WHAT IS BEING ASKED> In the copy, keep the lines from the first line of the material below through the line containing "position:absolute; left:2191px; top:21px;" exactly as they are, and include no pictures.

DATASET EXCERPTS>

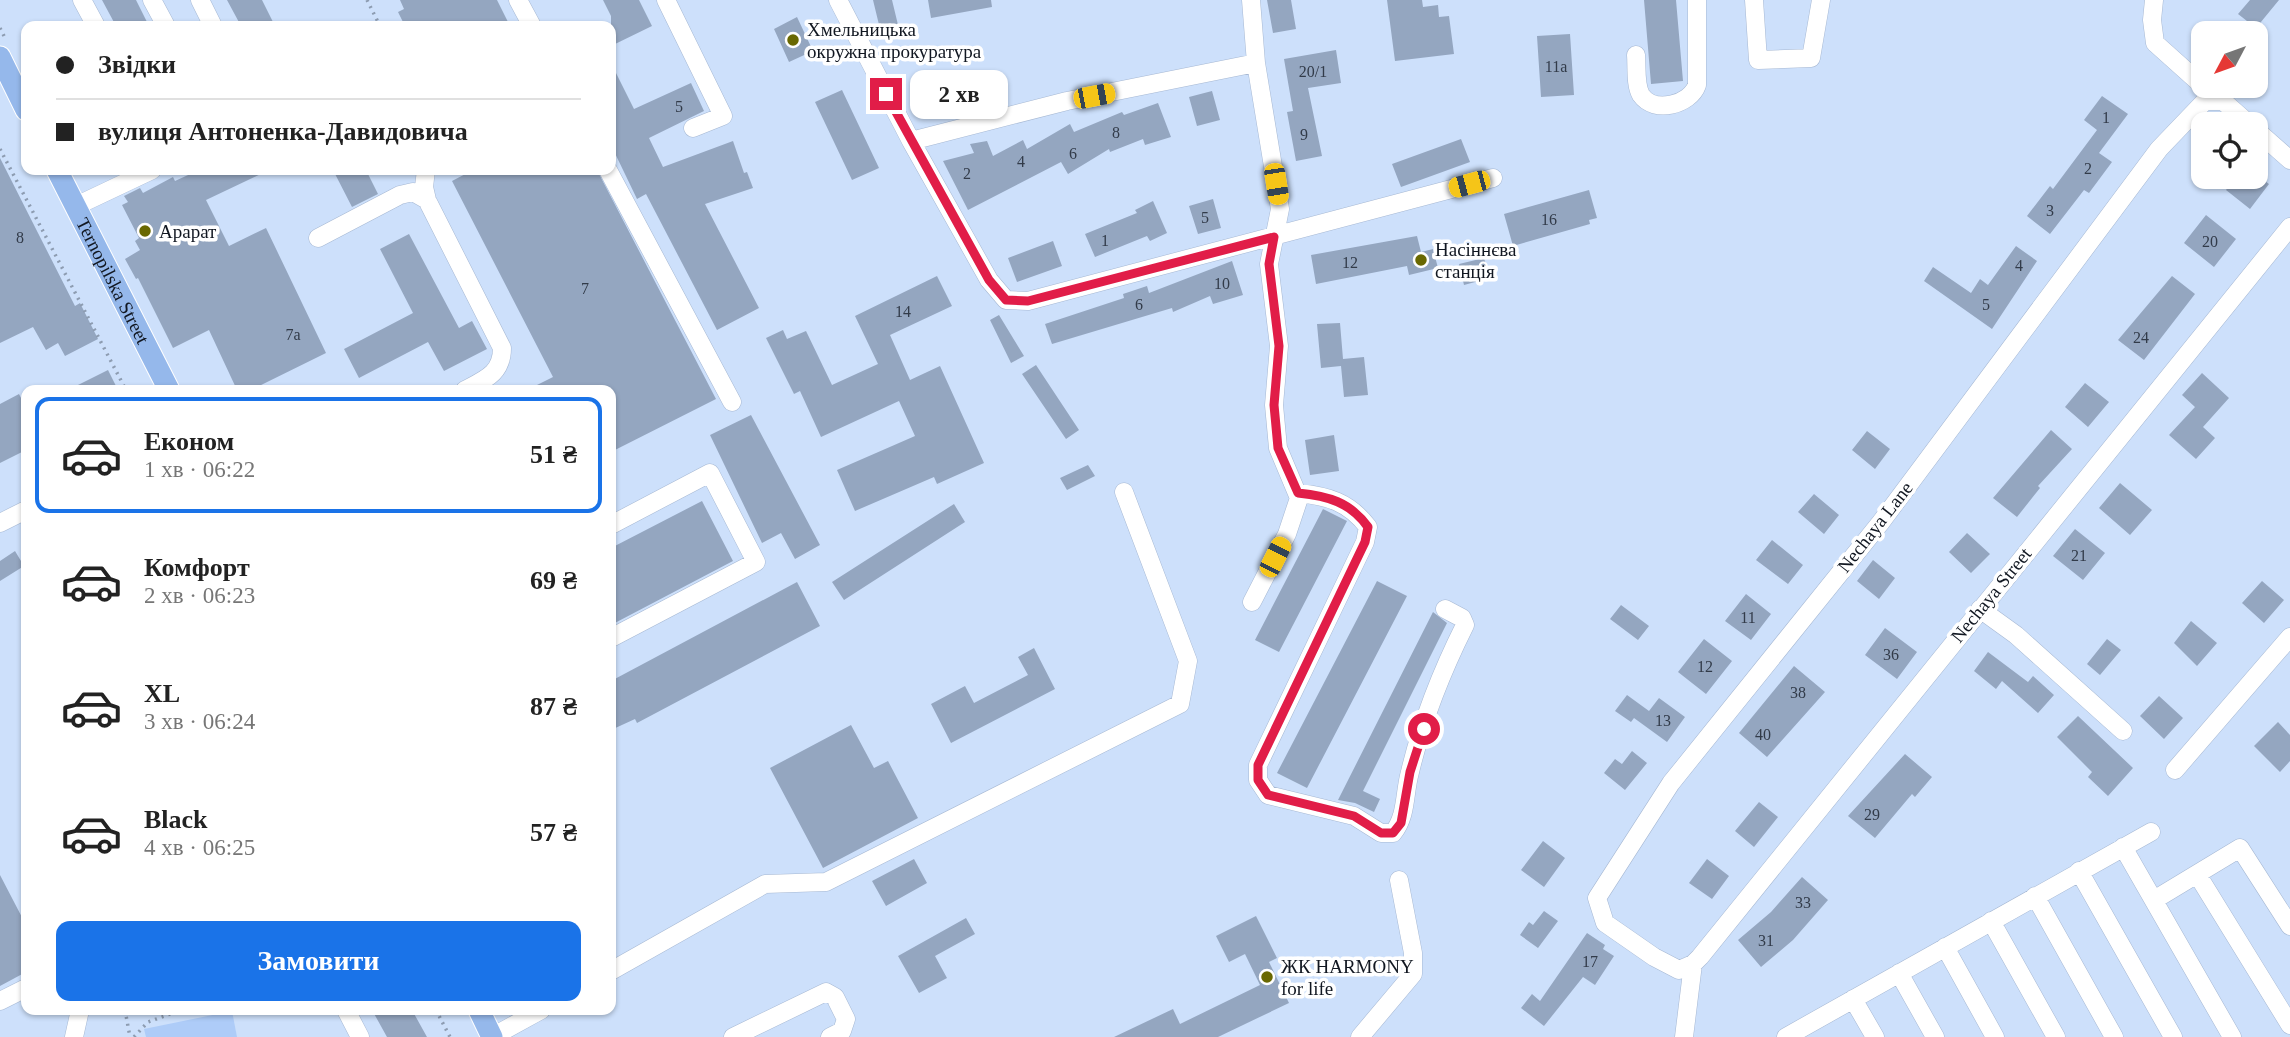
<!DOCTYPE html>
<html lang="uk">
<head>
<meta charset="utf-8">
<style>
	body { margin:0; font-family:"Times New Roman",serif; background:#f2f2f2; color:#222; height:100vh; display:flex; flex-direction:column; font-size:26px; white-space:nowrap }
	* { box-sizing:border-box; margin:0 }
	p { font-size:23px; color:#767676 }
	.icon { flex:none; width:38px; height:38px; fill:none; stroke:currentColor; stroke-width:2; stroke-linecap:round; stroke-linejoin:round }
	.map { position:relative; flex:1; overflow:hidden }
	.panel { position:absolute; left:21px; top:385px; width:595px; height:630px; display:flex; flex-direction:column; background:#fff; border-radius:14px; box-shadow:0 2px 5px #0004 }
	.panel>* { flex:none }
	.hud { position:absolute; left:21px; top:21px; width:595px; height:154px; border-radius:14px; box-shadow:0 2px 5px #0004; display:grid; align-content:center; height:154px; padding:0 35px; background:#fff }
	.needle { width:46px; rotate:229deg }
	.fabs { position:absolute; left:2191px; top:21px; display:grid; gap:14px }
	.fabs a { display:grid; place-items:center; width:77px; height:77px; border-radius:14px; background:#fff; box-shadow:0 2px 5px #0004; font-size:35px }
	.end { position:absolute; width:32px; height:32px; margin:-16px; border:9px solid #e11d48; background:#fff; box-shadow:0 0 0 4px #fff }
	.from { border-radius:50% }
	.bubble { position:absolute; height:49px; border-radius:14px; background:#fff; box-shadow:0 2px 5px #0004; font-size:23px; font-weight:700; line-height:49px; text-align:center }
	.car { position:absolute; width:21px; height:42px; margin:-21px -10px; border-radius:9px; box-shadow:0 0 5px 2px #0007; background:linear-gradient(#f5c518 24%,#345 0 40%,#f5c518 0 76%,#345 0 86%,#f5c518 0) }
	.hud b { display:flex; align-items:center; gap:24px; height:66px; font-size:26px }
	.hud b+b { border-top:2px solid #e0e0e0 }
	.hud i { width:18px; height:18px; background:#222 }
	ul { padding:12px 0 0; list-style:none }
	li { display:flex; align-items:center; gap:21px; height:116px; margin:0 14px 10px; padding:0 21px; border:4px solid transparent; border-radius:14px }
	li div { flex:1 }
	li b { display:block; font-size:26px }
	li em { font-style:normal; font-weight:700 }
	li.active { border-color:#1a73e8 }
	li>.icon { width:63px; height:63px; stroke-width:1.5 }
	.cta { display:flex; gap:14px; margin-top:auto; padding:14px 35px }
	.cta a { flex:1; height:80px; border-radius:14px; background:#1a73e8; color:#fff; font-size:28px; font-weight:700; line-height:80px; text-align:center }
	.map>svg:first-child { display:block }
	.green { fill:#aeccf8 }
	.building { fill:#94a6c0 }
	.lines { fill:none; stroke-linecap:round; stroke-linejoin:round }
	.minor-casing { stroke:#a6b8d3; stroke-width:19 }
	.major-casing { stroke:#fff; stroke-width:23 }
	.path { stroke:#8d9cb1; stroke-width:3.5; stroke-dasharray:2 5; stroke-linecap:butt }
	.minor { stroke:#fff; stroke-width:18 }
	.major { stroke:#95b8eb; stroke-width:21 }
	.route { stroke:#e11d48; stroke-width:9 }
	.poi-dot { fill:#696801; stroke:#fff; stroke-width:2.5 }
	.labels { text-anchor:middle; dominant-baseline:central; stroke-width:7; stroke-linejoin:round; paint-order:stroke }
	.number-label { font-size:16px; fill:#323b49 }
	.poi-label { font-size:19px; fill:#111721; stroke:#fff; text-anchor:start }
	.street-label { font-size:19px; fill:#111721; stroke:#fff }
</style>
</head>
<body>
<div class="map">
<svg width="2290" height="1037" viewBox="0 0 2290 1037">
	<rect width="100%" height="100%" fill="#cde0fb"/>
	<!-- green -->
	<path class="green" d="M232 1011 237 1037H146L144 1029Z"/>
	<!-- building -->
	<path class="building" d="M102 0H136L149 26H116Z
		M227 0H262L275 26H241Z
		M400 0H497L510 26H405L398 12 404 9Z
		M603 0H639L652 26 611 46V16Z
		M873 0H892L899 29 881 33Z
		M928 0H991L992 7 931 18Z
		M1267 0H1291L1296 29 1273 33Z
		M1387 0H1422L1423 7 1438 5 1439 17 1449 16 1454 54 1395 61Z
		M1644 0H1676L1683 81 1651 84Z
		M2250 0H2279L2256 28 2238 14Z
		M797 17 813 51 789 62 774 29Z
		M1570 34 1574 95 1541 97 1537 36Z
		M1336 50 1341 83 1308 88 1322 156 1296 161 1287 112 1293 111 1284 59Z
		M611 63 634 109 691 83 704 111 649 138 663 167 733 141 744 173 747 172 753 188 705 204 759 308 717 330 646 194 637 199 611 145Z
		M948 74 963 108 936 119 921 85Z
		M842 90 879 168 852 180 815 102Z
		M1212 91 1220 120 1197 126 1189 97Z
		M2102 96 2128 114 2099 153 2112 162 2089 193 2084 190 2050 234 2027 216 2050 186 2053 189 2097 130 2084 120Z
		M1158 103 1171 137 1145 145 1143 139 1110 152 1109 149 1068 174 1061 162 968 210 943 161 974 153 970 144 987 141 993 156 1023 140 1027 149 1070 124 1074 132 1122 112 1124 115Z
		M1461 139 1470 162 1401 187 1392 164Z
		M0 158 75 306 80 303 98 339 65 356 58 343 46 350 33 327 0 343Z
		M199 170H269L206 200 229 246 266 228 326 353 251 390H237L209 330 173 348 138 278 136 279 125 259 140 250 135 241 139 238 122 205 128 202 124 196 140 188 143 193 173 177 175 181Z
		M333 170H366L378 194 352 207Z
		M473 170H597L716 399 611 452V390H527L553 377 452 181Z
		M2236 177H2259L2269 184 2250 209 2226 190Z
		M1589 190 1597 218 1589 220 1590 224 1513 246 1504 214Z
		M1213 199 1221 228 1198 234 1189 206Z
		M1153 201 1167 233 1150 241 1147 236 1095 257 1085 234 1137 213 1135 210Z
		M2206 215 2236 239 2214 267 2184 243Z
		M409 234 459 328 472 321 487 349 444 371 428 342 359 378 344 349 413 313 380 249Z
		M1417 236 1421 252 1433 249 1438 268 1409 275 1407 266 1316 284 1311 255Z
		M1053 241 1062 266 1017 282 1008 258Z
		M2016 246 2037 261 1992 329 1924 281 1933 267 1971 293 1980 279 1988 285Z
		M1484 258 1490 278 1464 285 1459 264Z
		M1232 261 1243 295 1213 304 1210 296 1173 312 1172 308 1052 344 1045 324 1124 298 1123 294 1147 286 1149 293Z
		M937 276 952 306 890 335 910 380 940 366 984 463 937 484 934 477 855 511 837 470 915 436 899 401 821 437 800 391 794 394 766 338 783 330 787 339 806 331 832 385 878 364 855 316Z
		M2172 276 2195 294 2144 360 2118 340Z
		M999 315 1024 356 1011 363 990 320Z
		M1340 323 1343 359 1364 357 1368 395 1344 397 1341 366 1321 368 1317 324Z
		M1036 365 1079 430 1066 439 1022 374Z
		M108 370 118 390H68Z
		M2202 373 2229 398 2203 427 2215 438 2196 459 2169 435 2195 407 2182 395Z
		M2085 383 2109 402 2088 427 2065 407Z
		M19 394 26 408V450L0 463V404Z
		M751 415 820 545 795 559 781 533 762 543 710 435Z
		M2051 430 2072 449 2038 486 2040 488 2017 517 1993 498Z
		M1867 431 1890 449 1875 469 1852 450Z
		M1334 435 1339 471 1310 475 1305 440Z
		M1088 465 1095 476 1067 490 1060 478Z
		M2120 483 2152 510 2130 535 2099 508Z
		M1814 494 1839 515 1824 534 1798 512Z
		M702 501 733 561 611 625V548Z
		M954 504 965 522 844 600 832 582Z
		M1323 509 1347 521 1279 652 1255 640Z
		M2075 529 2105 553 2083 580 2053 556Z
		M1967 533 1990 554 1971 573 1949 552Z
		M1772 540 1803 565 1788 584 1756 560Z
		M15 551 24 566 0 581V561Z
		M1873 560 1895 578 1879 599 1857 581Z
		M1377 581 1407 596 1307 788 1277 773Z
		M2262 581 2284 600 2264 623 2242 603Z
		M797 582 820 626 637 723 635 719 611 730V681Z
		M1746 594 1771 614 1751 640 1725 621Z
		M1621 605 1649 626 1638 640 1610 619Z
		M1433 612 1447 623 1363 791 1380 799 1374 812 1355 803 1338 800Z
		M2191 621 2217 643 2197 666 2174 643Z
		M1885 628 1917 652 1897 679 1865 655Z
		M1704 639 1732 661 1706 694 1678 672Z
		M2107 639 2121 650 2100 675 2087 664Z
		M1034 648 1055 689 951 743 931 704 965 686 974 703 1028 675 1018 657Z
		M1988 652 2028 682 2033 676 2054 695 2038 713 2002 681 1996 689 1974 671Z
		M1794 666 1825 692 1767 757 1739 733Z
		M1627 695 1649 711 1659 698 1685 717 1667 742 1634 718 1631 722 1615 711Z
		M2159 696 2183 718 2164 739 2140 716Z
		M2078 716 2133 768 2108 796 2088 777 2092 772 2057 737Z
		M2278 722 2290 735V761L2280 772 2254 746Z
		M851 725 874 768 888 761 918 818 823 868 770 768Z
		M1632 751 1647 763 1625 790 1604 773 1615 759 1622 764Z
		M1905 754 1932 777 1915 797 1912 794 1875 838 1848 816Z
		M1759 802 1778 817 1754 847 1735 831Z
		M1543 841 1565 858 1544 887 1521 870Z
		M914 859 927 883 886 906 872 881Z
		M1707 859 1729 876 1712 899 1689 883Z
		M0 875 26 925V972L0 986Z
		M1802 877 1828 900 1793 940 1761 967 1738 940 1771 912Z
		M1544 911 1558 921 1538 948 1520 935 1529 922 1533 925Z
		M1256 916 1277 958 1269 962 1289 1003 1218 1037H1114L1173 1009 1180 1024 1260 985 1245 954 1229 962 1216 936Z
		M966 918 975 934 935 956 947 978 919 993 898 956Z
		M1587 933 1605 945 1603 949 1614 956 1595 985 1583 977 1544 1026 1521 1008 1532 994 1540 1001Z
		M372 1010H412L427 1037H387Z"/>
	<g class="lines">
		<defs>
			<path id="minor" d="M82 0 96 26
				M152 0 166 26
				M200 0 213 26
				M518 0 532 26
				M666 0 723 116 693 128
				M838 0 911 141 989 280 1006 300 1028 301 1493 178
				M1251 0 1256 63 1280 209 1269 264 1279 346 1274 405 1278 448 1299 498 1287 534 1252 602
				M1754 0 1758 60 1811 58 1821 0
				M2154 0 2152 20 2155 43 2203 86
				M1636 55C1637 67 1635 85 1641 95 1654 114 1690 105 1697 85V0
				M2249 124 2223 101H2205L2159 149 1881 522 1671 783 1597 898 1605 923 1654 957 1679 970 1693 964 1700 957 2290 227
				M2256 130 2290 160
				M911 141 1067 101 1256 63
				M426 170 424 187 427 200
				M608 170 732 402
				M76 206 152 170
				M318 238 400 195 413 192 427 200 502 348C502 373 486 379 465 390
				M1298 493C1328 496 1349 502 1368 527L1365 542 1258 765V780L1268 795 1354 816 1381 833H1393C1407 816 1404 793 1410 772 1422 721 1442 671 1465 625L1462 618 1445 609
				M0 523 26 510
				M611 525 710 473 756 562 611 638
				M1980 609 2016 635 2123 731
				M2175 770 2290 637
				M2123 847 2232 1037
				M2079 871 2173 1037
				M2197 874 2290 1025
				M2035 896 2114 1037
				M2154 900 2240 848 2290 926
				M1991 921 2056 1037
				M1945 947 1995 1037
				M611 971 765 884 826 882 1180 704 1188 661 1124 492
				M1899 973 1935 1037
				M1853 999 1875 1037
				M0 1001 26 988
				M346 1010 360 1037
				M74 1037 80 1010
				M492 1037 541 1010
				M733 1037 826 992 835 997 846 1019 842 1031 830 1037
				M1360 1037 1413 974V953L1399 880
				M1684 1037 1693 964
				M1786 1037 2151 832"/>
			<g id="major">
				<path d="M0 57 26 110"/>
				<path id="s1" d="M57 170 169 390"/>
				<path d="M479 1010 492 1037"/>
			</g>
		</defs>
		<!-- minor casing -->
		<use href="#minor" class="minor-casing"/>
		<!-- major casing -->
		<use href="#major" class="major-casing"/>
		<!-- path -->
		<path class="path" d="M367 0 380 26
			M0 28 5 38
			M0 149 126 390
			M125 1010 130 1037
			M436 1010 450 1037
			M134 1037 148 1022 173 1013 174 1010"/>
		<!-- minor -->
		<use href="#minor" class="minor"/>
		<!-- major -->
		<use href="#major" class="major"/>
	</g>
	<g class="lines">
		<!-- route -->
		<path class="route" d="M886 94 989 280 1006 300 1028 301 1274 237 1269 264 1279 346 1274 405 1278 448 1298 493C1328 496 1350 502 1368 527L1365 542 1258 765V780L1268 795 1354 816 1381 833H1393L1401 823 1410 772 1424 729"/>
	</g>
	<!-- markers -->
	<g class="poi-dot">
		<circle cx="793" cy="40" r="7"/>
		<circle cx="145" cy="231" r="7"/>
		<circle cx="1421" cy="260" r="7"/>
		<circle cx="1267" cy="977" r="7"/>
	</g>
	<g class="labels">
		<!-- number labels -->
		<g class="number-label">
			<text x="1556" y="66">11а</text>
			<text x="1313" y="71">20/1</text>
			<text x="679" y="106">5</text>
			<text x="2106" y="117">1</text>
			<text x="1116" y="132">8</text>
			<text x="1304" y="134">9</text>
			<text x="1073" y="153">6</text>
			<text x="1021" y="161">4</text>
			<text x="2088" y="168">2</text>
			<text x="967" y="173">2</text>
			<text x="2050" y="210">3</text>
			<text x="1205" y="217">5</text>
			<text x="1549" y="219">16</text>
			<text x="20" y="237">8</text>
			<text x="1105" y="240">1</text>
			<text x="2210" y="241">20</text>
			<text x="1350" y="262">12</text>
			<text x="2019" y="265">4</text>
			<text x="1222" y="283">10</text>
			<text x="585" y="288">7</text>
			<text x="1139" y="304">6</text>
			<text x="1986" y="304">5</text>
			<text x="903" y="311">14</text>
			<text x="293" y="334">7а</text>
			<text x="2141" y="337">24</text>
			<text x="2079" y="555">21</text>
			<text x="1748" y="617">11</text>
			<text x="1891" y="654">36</text>
			<text x="1705" y="666">12</text>
			<text x="1798" y="692">38</text>
			<text x="1663" y="720">13</text>
			<text x="1763" y="734">40</text>
			<text x="1872" y="814">29</text>
			<text x="1803" y="902">33</text>
			<text x="1766" y="940">31</text>
			<text x="1590" y="961">17</text>
		</g>
		<!-- poi labels -->
		<g class="poi-label">
			<text x="807" y="29">Хмельницька<tspan x="807" dy="22">окружна прокуратура</tspan></text>
			<text x="159" y="231">Арарат</text>
			<text x="1435" y="249">Насіннєва<tspan x="1435" dy="22">станція</tspan></text>
			<text x="1281" y="966">ЖК HARMONY<tspan x="1281" dy="22">for life</tspan></text>
		</g>
		<!-- street labels -->
		<g class="street-label">
			<text stroke="none"><textPath href="#s1" startOffset="124">Ternopilska Street</textPath></text>
			<text transform="translate(1875 527) rotate(-52)">Nechaya Lane</text>
			<text transform="translate(1991 595) rotate(-51)">Nechaya Street</text>
		</g>
	</g>
</svg>
<div class="fabs">
<a><svg class="needle" viewBox="-14 -14 28 28"><path d="M0-13l5 13h-10z" fill="#e53935"/><path d="M0 13l5-13h-10z" fill="#767676"/></svg></a>
<a><svg class="icon" aria-label="locate" viewBox="0 0 24 24"><circle cx="12" cy="12" r="6"/><path d="M12 2v4M12 18v4M2 12h4M18 12h4"/></svg></a>
</div>
<i class="end from" style="left:1424px;top:729px"></i>
<i class="end" style="left:886px;top:94px"></i>
<div class="bubble" style="left:910px;top:70px;width:98px">2 хв</div>
<i class="car" style="left:1094px;top:96px;rotate:79deg"></i>
<i class="car" style="left:1276px;top:184px;rotate:171deg"></i>
<i class="car" style="left:1469px;top:184px;rotate:255deg"></i>
<i class="car" style="left:1275px;top:557px;rotate:27deg"></i>
<div class="hud">
<b><i class="from"></i>Звідки</b>
<b><i></i>вулиця Антоненка-Давидовича</b>
</div>
<section class="panel">
<ul>
<li class="active"><svg class="icon" aria-label="car" viewBox="0 0 24 24"><path d="M5 17H2v-5l4-1 3-4h7l3 4 3 1v5h-3M9 17h6M6 11h13"/><circle cx="7" cy="17" r="2"/><circle cx="17" cy="17" r="2"/></svg><div><b>Економ</b><p>1 хв · 06:22</p></div><em>51 ₴</em></li>
<li><svg class="icon" aria-label="car" viewBox="0 0 24 24"><path d="M5 17H2v-5l4-1 3-4h7l3 4 3 1v5h-3M9 17h6M6 11h13"/><circle cx="7" cy="17" r="2"/><circle cx="17" cy="17" r="2"/></svg><div><b>Комфорт</b><p>2 хв · 06:23</p></div><em>69 ₴</em></li>
<li><svg class="icon" aria-label="car" viewBox="0 0 24 24"><path d="M5 17H2v-5l4-1 3-4h7l3 4 3 1v5h-3M9 17h6M6 11h13"/><circle cx="7" cy="17" r="2"/><circle cx="17" cy="17" r="2"/></svg><div><b>XL</b><p>3 хв · 06:24</p></div><em>87 ₴</em></li>
<li><svg class="icon" aria-label="car" viewBox="0 0 24 24"><path d="M5 17H2v-5l4-1 3-4h7l3 4 3 1v5h-3M9 17h6M6 11h13"/><circle cx="7" cy="17" r="2"/><circle cx="17" cy="17" r="2"/></svg><div><b>Black</b><p>4 хв · 06:25</p></div><em>57 ₴</em></li>
</ul>
<div class="cta"><a>Замовити</a></div>
</section>
</div>
</body>
</html>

RESULT FOR THIS TASK>
<!DOCTYPE html>
<html lang="uk">
<head>
<meta charset="utf-8">
<style>
	body { margin:0; font-family:"Times New Roman",serif; background:#f2f2f2; color:#222; height:100vh; display:flex; flex-direction:column; font-size:26px; white-space:nowrap }
	* { box-sizing:border-box; margin:0 }
	p { font-size:23px; color:#767676 }
	.icon { flex:none; width:38px; height:38px; fill:none; stroke:currentColor; stroke-width:2; stroke-linecap:round; stroke-linejoin:round }
	.map { position:relative; flex:1; overflow:hidden }
	.panel { position:absolute; left:21px; top:385px; width:595px; height:630px; display:flex; flex-direction:column; background:#fff; border-radius:14px; box-shadow:0 2px 5px #0004 }
	.panel>* { flex:none }
	.hud { position:absolute; left:21px; top:21px; width:595px; height:154px; border-radius:14px; box-shadow:0 2px 5px #0004; display:grid; align-content:center; height:154px; padding:0 35px; background:#fff }
	.needle { width:46px; rotate:229deg }
	.fabs { position:absolute; left:2191px; top:21px; display:grid; gap:14px }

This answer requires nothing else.